Author: Shawn Donnan
Posted on Financial Times | Tuesday 19th December, 2017
Donald Trump has revealed a national security strategy with a heavy emphasis on what his administration portrays as an existential economic competition with China.
In a launch speech on Monday the US president made clear he had only one outcome in mind. “We are declaring that America is in the game and America is going to win,” he said.
A Chinese foreign ministry spokesperson said on Tuesday: “We urge the United States to stop the strategic intention of deliberately distorting China and abandon the outdated concepts of Cold War thinking and zero-sum game, or else it will only harm itself.”
The new strategy looks like the recipe for a potentially damaging trade war between the world’s two largest economies, rather than a game. Yet also in there are messages meant to assuage concerns of those who fear Mr Trump is out to blow up the international order.
Here come the tariffs . . .
For most of the past year the Trump administration has been promising more tough action on trade than it has been able to deliver as the president’s campaign promises have quickly confronted real world complexities and consequences.
But that may be about to change. One of the key promises the new document makes is to deliver tougher enforcement of trade violations by economic rivals such as China, which amounts to code for applying punitive tariffs.
In the pipeline and facing deadlines in the coming weeks are a half dozen different ways in which the Trump administration could apply new tariffs on goods from China and other rivals.

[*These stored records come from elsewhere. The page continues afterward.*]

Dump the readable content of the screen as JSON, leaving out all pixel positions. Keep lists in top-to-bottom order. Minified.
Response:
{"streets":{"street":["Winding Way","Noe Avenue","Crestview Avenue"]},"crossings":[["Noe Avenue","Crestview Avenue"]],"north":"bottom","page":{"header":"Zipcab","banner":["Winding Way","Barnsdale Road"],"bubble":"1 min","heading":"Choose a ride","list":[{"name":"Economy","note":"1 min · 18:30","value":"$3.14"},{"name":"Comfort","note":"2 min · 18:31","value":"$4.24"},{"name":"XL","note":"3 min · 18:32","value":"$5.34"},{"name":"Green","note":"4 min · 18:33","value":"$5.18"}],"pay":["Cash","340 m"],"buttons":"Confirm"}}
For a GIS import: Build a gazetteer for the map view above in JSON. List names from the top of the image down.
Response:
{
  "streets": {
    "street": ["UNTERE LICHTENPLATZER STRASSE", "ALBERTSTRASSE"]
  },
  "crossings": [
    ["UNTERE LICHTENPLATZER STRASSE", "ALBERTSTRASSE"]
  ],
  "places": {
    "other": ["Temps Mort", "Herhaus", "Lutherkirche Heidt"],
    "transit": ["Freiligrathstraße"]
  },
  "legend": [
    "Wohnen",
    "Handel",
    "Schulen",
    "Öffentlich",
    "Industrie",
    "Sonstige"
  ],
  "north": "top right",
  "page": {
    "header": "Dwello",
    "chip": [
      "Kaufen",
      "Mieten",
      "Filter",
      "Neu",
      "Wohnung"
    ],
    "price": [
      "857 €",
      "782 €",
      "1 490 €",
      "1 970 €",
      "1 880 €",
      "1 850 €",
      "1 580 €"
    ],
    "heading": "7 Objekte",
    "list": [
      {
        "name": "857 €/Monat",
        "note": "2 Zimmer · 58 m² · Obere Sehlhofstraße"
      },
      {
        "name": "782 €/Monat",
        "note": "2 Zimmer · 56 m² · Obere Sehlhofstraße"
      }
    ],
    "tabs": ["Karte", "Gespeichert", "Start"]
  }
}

Trade experts in Washington believe the conclusion of an investigation into China’s intellectual property theft and forced technology transfer policies is near.
Facing deadlines in January are two separate national security investigations into imports of aluminium and steel that are expected to result in a mix of new tariffs and quotas.
Also looming are presidential decisions on special “safeguard” investigations into imports of solar cells from China and washing machines made by South Korea’s LG and Samsung. A separate probe of imports of aluminium sheeting from China is under way and seems destined to lead to tariffs with the US commerce department having taken the rare step of bringing the complaint — making it plaintiff, prosecutor and judge all in one.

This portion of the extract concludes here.